Sure, the editing process can be hard. You’re naturally protective about something into which you’ve put a lot of time and effort, and if your name is going next to the words when they get published, you wants to be sure that the words printed match your beliefs.* No question. But I have to say, writing professionally is a great way to learn about non-attachment. That is to say, something you may have written down one day is not the same thing as your blessed, immortal soul. Not even a little.
A friend working on her dissertation once asked me why I didn’t write out everything in longhand first–because with longhand, it seems, if you cross something out, you can still see it and “get it back” if you decide you want it.

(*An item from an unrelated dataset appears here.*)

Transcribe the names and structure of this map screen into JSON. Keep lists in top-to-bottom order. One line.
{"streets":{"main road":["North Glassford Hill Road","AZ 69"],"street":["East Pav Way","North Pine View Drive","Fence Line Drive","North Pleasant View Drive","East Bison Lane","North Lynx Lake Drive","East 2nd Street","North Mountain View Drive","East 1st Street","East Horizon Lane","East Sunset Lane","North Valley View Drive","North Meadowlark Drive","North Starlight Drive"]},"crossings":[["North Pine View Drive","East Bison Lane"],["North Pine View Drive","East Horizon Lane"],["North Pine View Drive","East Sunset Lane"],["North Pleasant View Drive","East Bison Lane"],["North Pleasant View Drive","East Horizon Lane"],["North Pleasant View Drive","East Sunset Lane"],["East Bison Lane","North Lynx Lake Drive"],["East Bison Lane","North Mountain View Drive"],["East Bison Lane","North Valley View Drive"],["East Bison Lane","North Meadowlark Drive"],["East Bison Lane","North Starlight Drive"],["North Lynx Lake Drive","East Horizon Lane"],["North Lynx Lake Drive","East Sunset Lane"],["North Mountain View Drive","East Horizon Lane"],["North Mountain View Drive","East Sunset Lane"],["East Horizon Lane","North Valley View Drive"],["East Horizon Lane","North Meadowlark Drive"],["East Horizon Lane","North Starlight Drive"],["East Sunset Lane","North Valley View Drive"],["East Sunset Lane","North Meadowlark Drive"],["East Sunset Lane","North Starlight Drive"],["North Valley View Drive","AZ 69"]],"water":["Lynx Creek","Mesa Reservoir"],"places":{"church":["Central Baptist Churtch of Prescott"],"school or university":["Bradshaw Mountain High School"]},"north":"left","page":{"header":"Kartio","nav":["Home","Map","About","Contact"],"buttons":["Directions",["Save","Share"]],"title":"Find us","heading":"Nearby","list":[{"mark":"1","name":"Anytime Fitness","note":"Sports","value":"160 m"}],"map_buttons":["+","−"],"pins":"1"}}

Sure, I save versions of things if it seems that I’m going to be making a lot of major changes–cutting entire scenes, for example. (As it turns out, there’s at least one scene in the final mss that I had cut along the way–glad to have been able to save rewriting five already-polished pages.) But to save every precious word? Come on. You write, you change your mind, you delete, you let it go. If you decide to cut a paragraph and then later want those ideas in there, you can probably find some new words to express them. The word bank is pretty full, generally. You let something go, you make room for something else.
Greedily clutching on to words only makes you attached and makes it harder to see when your self-congratulatory pride is getting in the way of knowing what best serves the book. The book is a separate entity from you and has needs and demands of its own. (Another reason why we all need editors–authors are wayyy too close to their work and can never totally tell what’s working and what’s not.) Kill your babies, they say a lot in the writing world–the thing about your own work i with which you are most enthralled s probably the thing most likely to need to go. Learning that these words are just words and that you can just as well come up with some other words makes that whole cycle of drama a whole lot easier to avoid.
Knowing that your words are just words also has the benefit of making you feel a bunch less invested in other people’s reactions to the work, which I think is probably healthy. It’s hard when other people confuse some stuff that you wrote down that one time with your immortal and pure soul, but I’m not sure that there’s much to be done about that.
I have a friend who had shopped around a memoir-type book, and she finally found a publisher who was interested in the idea–as a nonfiction journalistic-type book, though, not as a memoir. All of the work she had done on her own story was scrapped, and she had to start from scratch. She wrote me something like, “I just think of all of those words I had already written as angels, released to the world beyond to help whoever needed them.”
I love words. Thank God I can always find some more to use.
*And I’m not talking here about non-consensual editing, in which you turn in copy and find something totally different–either less articulate or saying things you didn’t mean to say at all–published under your name. That happens, and it is eeevil. I’m talking about regular, consensual editing in which an editor sends you edits, and you revise your own piece, and they print the revised version.